Sahrul berjalan di jalan kampung yang biasa dilaluinya usai mengabdi kepada Sang Ratu dan Mayang di istana. Sebagaimana hari-hari yang telah dijalaninya puluhan tahun ini, selalu jalan itu saja yang dilaluinya. Tak pernah Sahrul melewati jalan lain yang membuatnya bisa mengetahui seluruh isi kampung itu. Bahkan bisa dikatakan kalau hidup Sahrul dikampung itu sebagian besar memang dihabiskannya di kamar dan dalam pelukan hangat ketiga wanita cantik itu.
Tanpa sadar sembari berjalan dilihatnya ada sebuah jalan bersemak menuju suatu tempat yang agaknya pernah dilewatinya. Terbayang suatu kenangan samar-samar dibenaknya.
“Apakah aku pernah melewati jalan ini? Kenapa aku seakan kenal dengan jalan ini?” pikir hatinya.
Dicobanya untuk mengingat-ingat jalan bersemak yang terlintas begitu saja dibenaknya. Namun tetap saja otaknya semakin buntu dan tak mampu berpikir kearah sana.
“Apakah ini suatu kenangan lama atau apa, yang jelas rasa-rasanya aku pernah melalui jalan ini” pikirnya lagi.
Penasaran dengan apa yang baru saja melintas dibenaknya, Sahrul nekad mendekati jalan itu dan menguakkan beberapa semak belukar yang menghalangi jalan itu. Semakin lama Sahrul merasa semakin akrab dengan jalan itu. Bahkan dia semakin yakin jalan itu pernah dilewatinya, namun entah kapan dan kemana jalan itu menuju.
Sayangnya semakin dalam dia masuk jalan itu semakin lebat pula semak belukar yang menutupinya sehingga akhirnya jalan itu menuju hutan belantara yang tidak ada ujungnya. Takut menyasar kemana-mana, Sahrul segera kembali surut dan menyelusuri jalan yang sudah dikuakkannya tadi sampai dia bertemu dengan jalan desa tadi yang sehari-hari dilaluinya.
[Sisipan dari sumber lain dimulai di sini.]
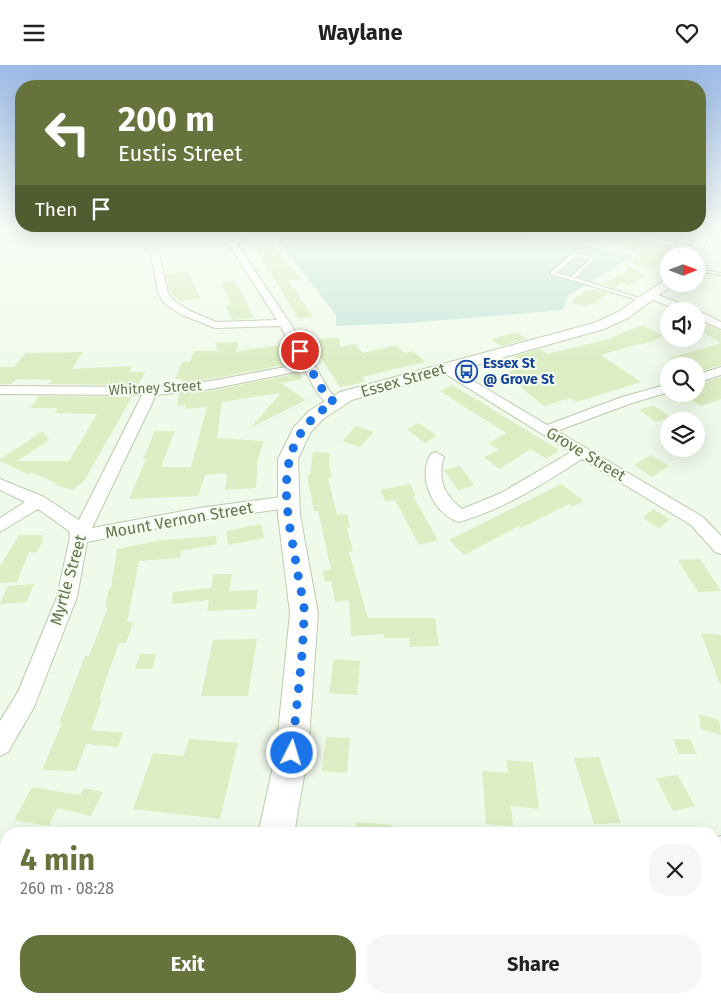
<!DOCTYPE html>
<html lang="en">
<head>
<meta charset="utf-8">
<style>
  body { margin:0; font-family:"Fira Sans",sans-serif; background:#f6f6f6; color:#202124; height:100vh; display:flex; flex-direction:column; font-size:19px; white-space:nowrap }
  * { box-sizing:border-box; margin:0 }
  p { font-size:16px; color:#757577 }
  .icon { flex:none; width:28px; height:28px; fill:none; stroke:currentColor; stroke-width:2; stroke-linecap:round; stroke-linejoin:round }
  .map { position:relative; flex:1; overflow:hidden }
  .panel { position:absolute; left:0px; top:762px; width:721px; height:176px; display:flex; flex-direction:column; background:#fff; border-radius:20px 20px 0 0; box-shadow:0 5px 20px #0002 }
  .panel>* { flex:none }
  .banner { position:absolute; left:15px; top:15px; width:691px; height:152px; border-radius:20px; box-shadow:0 5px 20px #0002; background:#66733d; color:#fff; overflow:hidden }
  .needle { width:32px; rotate:90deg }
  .controls { position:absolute; left:660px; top:182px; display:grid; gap:10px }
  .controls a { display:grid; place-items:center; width:45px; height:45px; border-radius:50%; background:#fff; box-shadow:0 5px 20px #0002; font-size:25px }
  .pin { position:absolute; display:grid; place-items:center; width:42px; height:42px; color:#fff; margin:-21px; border:2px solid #fff; border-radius:50%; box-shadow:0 1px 5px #0007 }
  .me { position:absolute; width:55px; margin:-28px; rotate:5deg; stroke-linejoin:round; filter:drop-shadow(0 0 4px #0008) }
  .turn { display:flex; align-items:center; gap:18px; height:105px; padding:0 20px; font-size:22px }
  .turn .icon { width:65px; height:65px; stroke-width:2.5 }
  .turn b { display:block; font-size:35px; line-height:42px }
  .then { display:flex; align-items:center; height:48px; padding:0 20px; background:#0003; gap:10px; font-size:19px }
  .round { display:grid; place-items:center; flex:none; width:52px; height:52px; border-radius:20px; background:#f6f6f6 }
  .summary { display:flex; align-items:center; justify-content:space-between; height:85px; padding:0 20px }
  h1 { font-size:30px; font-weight:700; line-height:38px; color:#66733d }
  .primary-button { display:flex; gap:10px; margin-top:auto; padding:10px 20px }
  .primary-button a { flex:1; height:58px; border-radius:20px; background:#66733d; color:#fff; font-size:20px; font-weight:700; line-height:58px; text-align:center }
  .primary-button a+a { background:#f6f6f6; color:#202124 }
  header { display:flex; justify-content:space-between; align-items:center; height:65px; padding:0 20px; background:#fff; font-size:22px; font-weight:700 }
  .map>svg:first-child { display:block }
  .green { fill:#c9e7db }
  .building { fill:#ddedc4 }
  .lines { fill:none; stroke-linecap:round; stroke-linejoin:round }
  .lane-casing { stroke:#bdc9ad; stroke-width:2 }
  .street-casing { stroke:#bdc9ad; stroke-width:2 }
  .secondary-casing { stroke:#bdccac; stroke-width:2 }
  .lane { fill:#fff; fill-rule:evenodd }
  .street { fill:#fff; fill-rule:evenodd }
  .secondary { fill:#fff; fill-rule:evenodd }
  .route { stroke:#1a73e8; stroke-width:9; stroke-dasharray:0 16.2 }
  .labels { text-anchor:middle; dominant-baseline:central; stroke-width:4; stroke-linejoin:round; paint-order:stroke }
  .far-transit-label { font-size:14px; font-weight:bold; fill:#164399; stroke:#f5fdf0; text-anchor:start }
  .far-street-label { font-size:14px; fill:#66734f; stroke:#f5fdf0 }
  .street-label { font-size:16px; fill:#66734f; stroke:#f5fdf0 }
</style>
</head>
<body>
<header><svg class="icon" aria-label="menu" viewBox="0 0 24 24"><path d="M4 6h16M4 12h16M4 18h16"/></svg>Waylane<svg class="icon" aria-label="heart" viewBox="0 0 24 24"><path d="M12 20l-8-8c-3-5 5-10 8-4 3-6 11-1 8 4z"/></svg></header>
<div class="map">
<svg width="721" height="938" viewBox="0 0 721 938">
  <rect width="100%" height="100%" fill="#f0faea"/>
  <path class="green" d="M268,163H502L634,191L568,231L563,245L409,258L336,261V250Z"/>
  <path class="building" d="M532,163H580L673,183L652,205L631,198L640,185L626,183L628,180L597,174L592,180L531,170Z
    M612,163H684L677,176Z
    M271,178L302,214L289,216L313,252L299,254L253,181Z
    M629,201L645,211L628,221L621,218L615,223L602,219L624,208Z
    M187,206L200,233L179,236L170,227L166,209Z
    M234,216L239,223L254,253L232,255L226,241L230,240L229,235L221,218Z
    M594,224L608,228L596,237L585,242L570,237L587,225Z
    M696,255L721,266V300L696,308V299L686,301L670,293L721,278L696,264Z
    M642,260L664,271L642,280L637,279L601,290L641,317L576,337L570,333L544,341L503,308L527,302L514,291L540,284L547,289L551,288L614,273L612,272Z
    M517,267L527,274L501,281L491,274Z
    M339,273L340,282L355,279L363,288L396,280L404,288L413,286L425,297L362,312L365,317L340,322L319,290L318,274Z
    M238,277L236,287L283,279L294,298L211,314L181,318L182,314H175L182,297H190L194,286H218L215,278Z
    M83,287L72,304L132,301L129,307H145L138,320L48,319L52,315L16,314L12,319H0V302H14L26,288Z
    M299,308L302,314L281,318L306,335L250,363L281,328L222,337L217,373L264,376L258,394L256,423L225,425L227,408L205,410L198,431L129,434L146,394H143L155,366H175L161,402H191L207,342L186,344V340L177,341L179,329L211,326Z
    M721,312V334L701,341L681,329H696V320Z
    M452,320L479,336L559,385L546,394L531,384L499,404L484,392L499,385L489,378L506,368L440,326Z
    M39,331L132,332L84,416L73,425L55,420L56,418L31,407L28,409L0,396V394L43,366L49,375L17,396H69L97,349L54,348L58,343H30Z
    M653,340L671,352L656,357L639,345Z
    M419,358L437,371L425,378L407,364Z
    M356,361L374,367L360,382L342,376Z
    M313,387L330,388L329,399L332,412L328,413L337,450L347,449L350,462L347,463L353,486L349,487L368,553H435L439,581L410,582L409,573H384V569L351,571L349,535L335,537L331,516L325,517L323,506L331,504L318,446H314L307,410H310Z
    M651,390L669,401L652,412L634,400Z
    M460,401L474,420L458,425L444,405Z
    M410,419L416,431H413L438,475L419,480L395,435L386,437L380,425Z
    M561,419L584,436L572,442L569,439L521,463L519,461L464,490L449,475Z
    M653,444L670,454L659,463L643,453Z
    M261,459L264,473L228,480L226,466Z
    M19,470H43L41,474H44L36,488L29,487L17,517L0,518V501Z
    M216,471L217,479L181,486L180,493L139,496L127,557H133L126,578H119L99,634H102L91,665L123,668L118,682L86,679L76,706L42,705L62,658H59L85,591H89L108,542H105L109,523H111L117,484L162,475Z
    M700,494L721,526L698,527L678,495Z
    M213,509H232L229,526L258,525L256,544L207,546L209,535L172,539L173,527L211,523Z
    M34,519L27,537L0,539L8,521Z
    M701,568L721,570V619H720Z
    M257,574L248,631H201L213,575Z
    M140,589H156L152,604H135Z
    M334,594L360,596L357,630L329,628Z
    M699,649L719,655L721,670L701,664Z
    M326,672L350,673L347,708L322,706Z
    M189,674L238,678L220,754L133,744L153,688L184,691Z
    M673,674H690L697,689H679Z
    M599,692L621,758L594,759L574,693Z
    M506,695L533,697L539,744L511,741L513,761L486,759L482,706L508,708Z
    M678,710L695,741L673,746L656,713Z
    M32,722L80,730L84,723L103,727L91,751L57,743L49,761L14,755Z
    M356,757L392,760V769H356Z"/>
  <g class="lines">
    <defs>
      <path id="lane" d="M573,188L595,193L575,213L646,235L641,236L551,209V207ZM576,191L590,194L571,212L556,208Z
        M696,204L721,208V210L696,206Z
        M342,932H358V938H342Z"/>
      <path id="street" d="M239,163H247L243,174L237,179L290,258L330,327L341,337L334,341C319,337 312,318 305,305L211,324L156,330L92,463L200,443L288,431L294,433L296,437L294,441L288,443L200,455L87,477L77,532L34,642L8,687L0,691V656L18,627L57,532L70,472L69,466L38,444L0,467V453L25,437L0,425V414L44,432L79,455L142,330L0,329V321L159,322L211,316L301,299L280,261L215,263L182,250L165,239L158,228L151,189L155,186L159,189L168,228L173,235L190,246L216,257L277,255L228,178L235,173Z
        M582,163H601L702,183L698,186Z
        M650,227L695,244L721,257V264L696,253V246H682L646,232V228Z
        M445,299L547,360L622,332L669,319V327L632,338L557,366L703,452L721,471V489L715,487L691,460L582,394C543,419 504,444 459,457C434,450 416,412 431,389L436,387L444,392C437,414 444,430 462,444L501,428L571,387L441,306L439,303L441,300Z
        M721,302V310L696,318V310Z
        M721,771V799L715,801V773Z"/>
      <path id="secondary" d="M702,163H713L697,194L696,191H687Z
        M669,212V219H674L628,253L604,264L352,335L323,354L310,368L298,394L300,450L318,548L308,688L294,769H258L276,688L290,548L278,450V394L294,362L309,346L340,327L594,258L618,247Z
        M217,932H260V938H216Z"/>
    </defs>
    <use href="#lane" class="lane-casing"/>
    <use href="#street" class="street-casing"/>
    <use href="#secondary" class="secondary-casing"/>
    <use href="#lane" class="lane"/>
    <use href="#street" class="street"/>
    <use href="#secondary" class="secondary"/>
  </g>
  <linearGradient id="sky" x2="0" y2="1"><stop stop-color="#9ab9e6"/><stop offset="0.55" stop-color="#f8fdf6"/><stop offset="1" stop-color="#f8fdf6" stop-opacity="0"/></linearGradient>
  <rect width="721" height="295" fill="url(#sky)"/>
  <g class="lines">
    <path class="route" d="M292,688C296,642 303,596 304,550C305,539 301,527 299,516C289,449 264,380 334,337L325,329L300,286"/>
  </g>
  <defs>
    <symbol id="bus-ring" viewBox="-11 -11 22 22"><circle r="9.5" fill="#f5fdf0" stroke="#1a4fb4" stroke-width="1.5"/><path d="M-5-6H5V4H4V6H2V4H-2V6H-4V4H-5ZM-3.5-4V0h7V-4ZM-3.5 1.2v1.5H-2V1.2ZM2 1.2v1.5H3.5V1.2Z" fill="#1a4fb4"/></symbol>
  </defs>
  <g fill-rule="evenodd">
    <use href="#bus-ring" x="454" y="294" width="25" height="25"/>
  </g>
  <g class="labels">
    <g class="far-transit-label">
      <text x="483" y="298">Essex St<tspan x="483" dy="16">@ Grove St</tspan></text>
    </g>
    <g class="far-street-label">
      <text transform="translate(155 323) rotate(-3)">Whitney Street</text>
    </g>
    <g class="street-label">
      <text transform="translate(403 315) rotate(-16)">Essex Street</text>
      <text transform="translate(586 389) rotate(31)">Grove Street</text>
      <text transform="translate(179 455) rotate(-10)">Mount Vernon Street</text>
      <text transform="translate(68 515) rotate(-74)">Myrtle Street</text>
    </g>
  </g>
</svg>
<div class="controls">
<a><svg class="needle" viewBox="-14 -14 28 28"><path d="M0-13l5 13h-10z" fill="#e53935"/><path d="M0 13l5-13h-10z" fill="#757577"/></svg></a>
<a><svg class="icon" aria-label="sound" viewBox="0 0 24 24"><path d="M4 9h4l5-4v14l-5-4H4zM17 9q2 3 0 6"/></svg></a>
<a><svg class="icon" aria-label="search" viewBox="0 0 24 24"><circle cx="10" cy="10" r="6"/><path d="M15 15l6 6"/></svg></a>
<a><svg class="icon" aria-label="layers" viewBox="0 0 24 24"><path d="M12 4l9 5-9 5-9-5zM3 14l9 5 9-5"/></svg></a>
</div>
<div class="pin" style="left:300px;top:286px;background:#d93025"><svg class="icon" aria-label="arrive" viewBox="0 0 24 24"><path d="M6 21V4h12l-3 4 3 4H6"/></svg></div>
<svg class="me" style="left:292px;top:688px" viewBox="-20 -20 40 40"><circle r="17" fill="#1a73e8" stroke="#fff" stroke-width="3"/><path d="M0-11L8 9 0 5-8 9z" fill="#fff"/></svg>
<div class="banner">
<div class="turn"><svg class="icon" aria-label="left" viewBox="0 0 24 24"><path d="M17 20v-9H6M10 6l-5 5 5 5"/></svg><div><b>200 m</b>Eustis Street</div></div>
<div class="then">Then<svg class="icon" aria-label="arrive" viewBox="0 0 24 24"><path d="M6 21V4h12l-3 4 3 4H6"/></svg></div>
</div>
<section class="panel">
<div class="summary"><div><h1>4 min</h1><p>260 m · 08:28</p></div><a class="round"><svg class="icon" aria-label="close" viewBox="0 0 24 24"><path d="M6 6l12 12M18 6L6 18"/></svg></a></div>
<div class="primary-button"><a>Exit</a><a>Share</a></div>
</section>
</div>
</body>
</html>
Tak henti-hentinya Sahrul memeras otak untuk mengingat kembali jalan yang tadi ditemuinya. Bahkan keceriaan yang biasanya ditampakkannya ketika bertemu dengan orang-orang kampung itu tak terlihat lagi. Wajahnya terlihat murung dan berpikir serius untuk memecahkan teka-teki itu. Tak begitu dihiraukannya orang-orang kampung yang menyapanya di jalan.
Sesampainya dirumah Ranti, wajah murung itu masih dinampakkannya yang tentu saja membuat Ranti merasa heran dan bertanya-tanya. Namun dibiarkannya saja suaminya itu masuk rumah dan beristirahat terlebih dahulu.
“Tidak biasanya wajah abang begitu murung setelah mengabdi kehadapan Sang Ratu. Adakah suatu kesalahan yang abang buat sehingga membuat Sang Ratu murka?”  tanya Ranti mulai gelisah.
“Tidak. Sang Rtu baik-baik saja dan di puas dengan pengabdian yang aku berikan. Begitu juga dengan Mayang yang sangat menikmati permainanku” jawabnya acuh.
“Lalu kenapa abang begitu murung dan tidak bergairah begini?” selidik istrinya lagi.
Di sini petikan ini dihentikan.